DATA UNDER STUDY: Begin

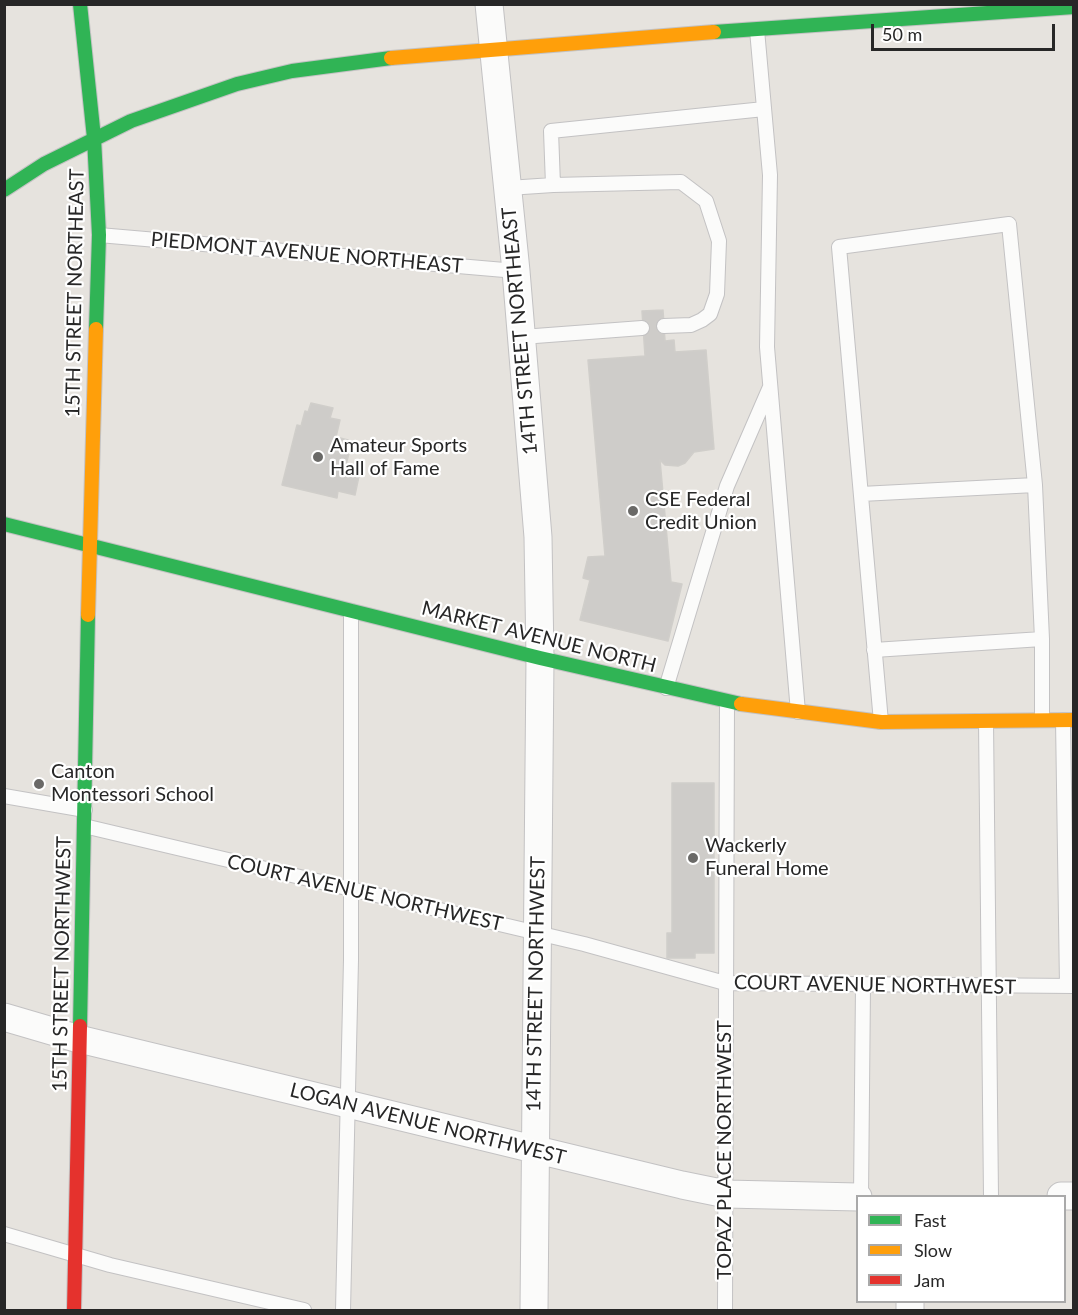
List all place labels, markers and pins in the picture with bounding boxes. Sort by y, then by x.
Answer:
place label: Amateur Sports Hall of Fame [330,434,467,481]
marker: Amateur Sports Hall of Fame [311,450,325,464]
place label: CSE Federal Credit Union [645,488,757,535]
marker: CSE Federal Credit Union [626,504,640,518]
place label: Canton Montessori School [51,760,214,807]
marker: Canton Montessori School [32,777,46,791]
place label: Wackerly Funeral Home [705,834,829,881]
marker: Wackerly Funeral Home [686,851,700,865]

DATA UNDER STUDY: End
DATA UNDER STUDY: Begin

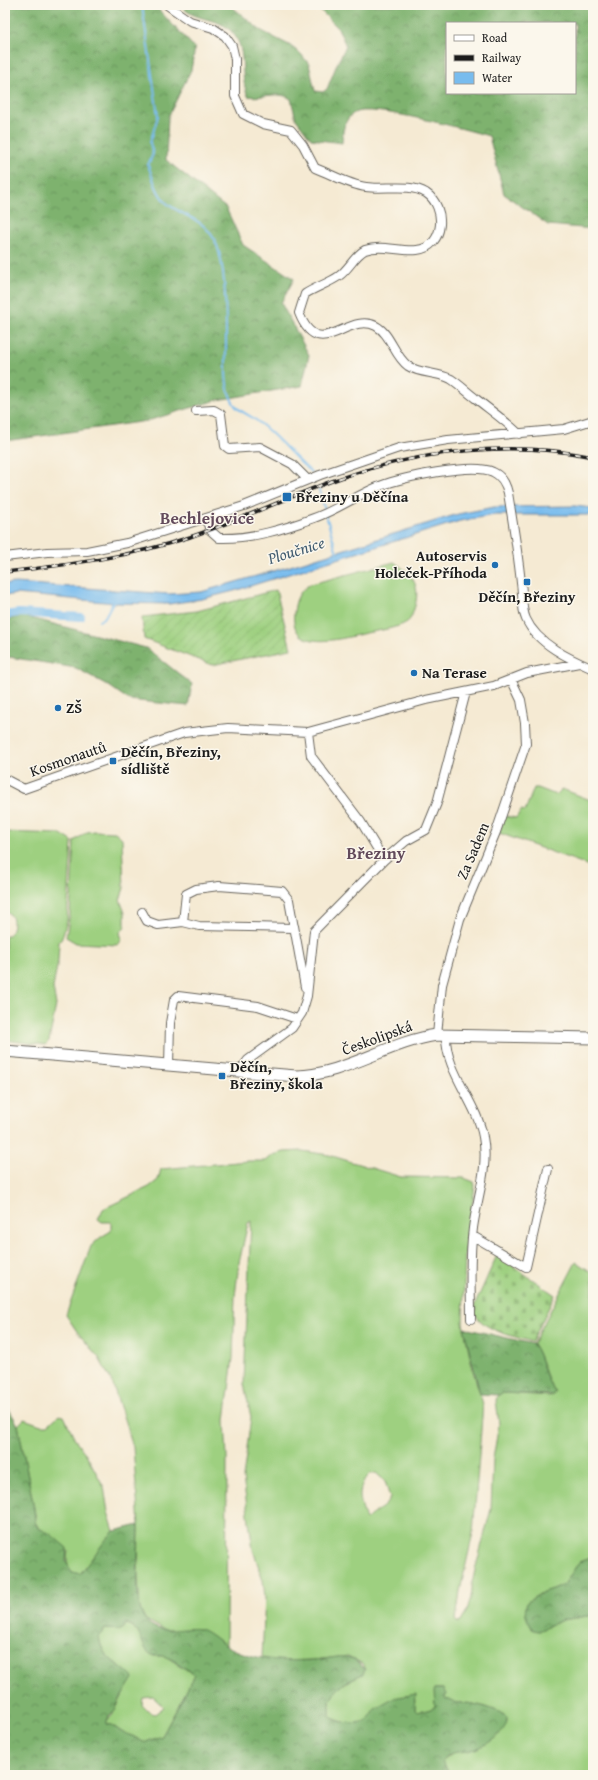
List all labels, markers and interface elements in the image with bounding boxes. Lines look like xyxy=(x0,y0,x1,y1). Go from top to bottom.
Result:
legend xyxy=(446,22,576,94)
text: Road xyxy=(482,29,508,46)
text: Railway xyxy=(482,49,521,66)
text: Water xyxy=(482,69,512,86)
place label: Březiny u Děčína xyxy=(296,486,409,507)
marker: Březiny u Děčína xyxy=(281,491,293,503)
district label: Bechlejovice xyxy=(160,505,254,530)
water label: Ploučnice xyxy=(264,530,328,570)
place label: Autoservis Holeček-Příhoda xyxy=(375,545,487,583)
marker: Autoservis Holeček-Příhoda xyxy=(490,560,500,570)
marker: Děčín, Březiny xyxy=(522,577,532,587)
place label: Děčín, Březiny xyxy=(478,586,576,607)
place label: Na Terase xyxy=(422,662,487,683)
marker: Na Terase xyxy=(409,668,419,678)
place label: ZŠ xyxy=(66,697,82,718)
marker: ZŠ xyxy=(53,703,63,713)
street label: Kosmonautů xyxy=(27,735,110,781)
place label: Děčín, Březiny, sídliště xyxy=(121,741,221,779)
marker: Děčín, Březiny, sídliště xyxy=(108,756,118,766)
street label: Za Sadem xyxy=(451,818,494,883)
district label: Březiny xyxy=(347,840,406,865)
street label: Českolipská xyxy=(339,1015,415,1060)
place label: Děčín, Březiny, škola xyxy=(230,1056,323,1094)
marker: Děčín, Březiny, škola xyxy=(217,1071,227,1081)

DATA UNDER STUDY: End

DESCRIPTION OF THE TASK – Copy each line from the data that features the string "labels".

YOUR RESPONSE –
List all place labels, markers and pins in the picture with bounding boxes. Sort by y, then by x.
List all labels, markers and interface elements in the image with bounding boxes. Lines look like xyxy=(x0,y0,x1,y1). Go from top to bottom.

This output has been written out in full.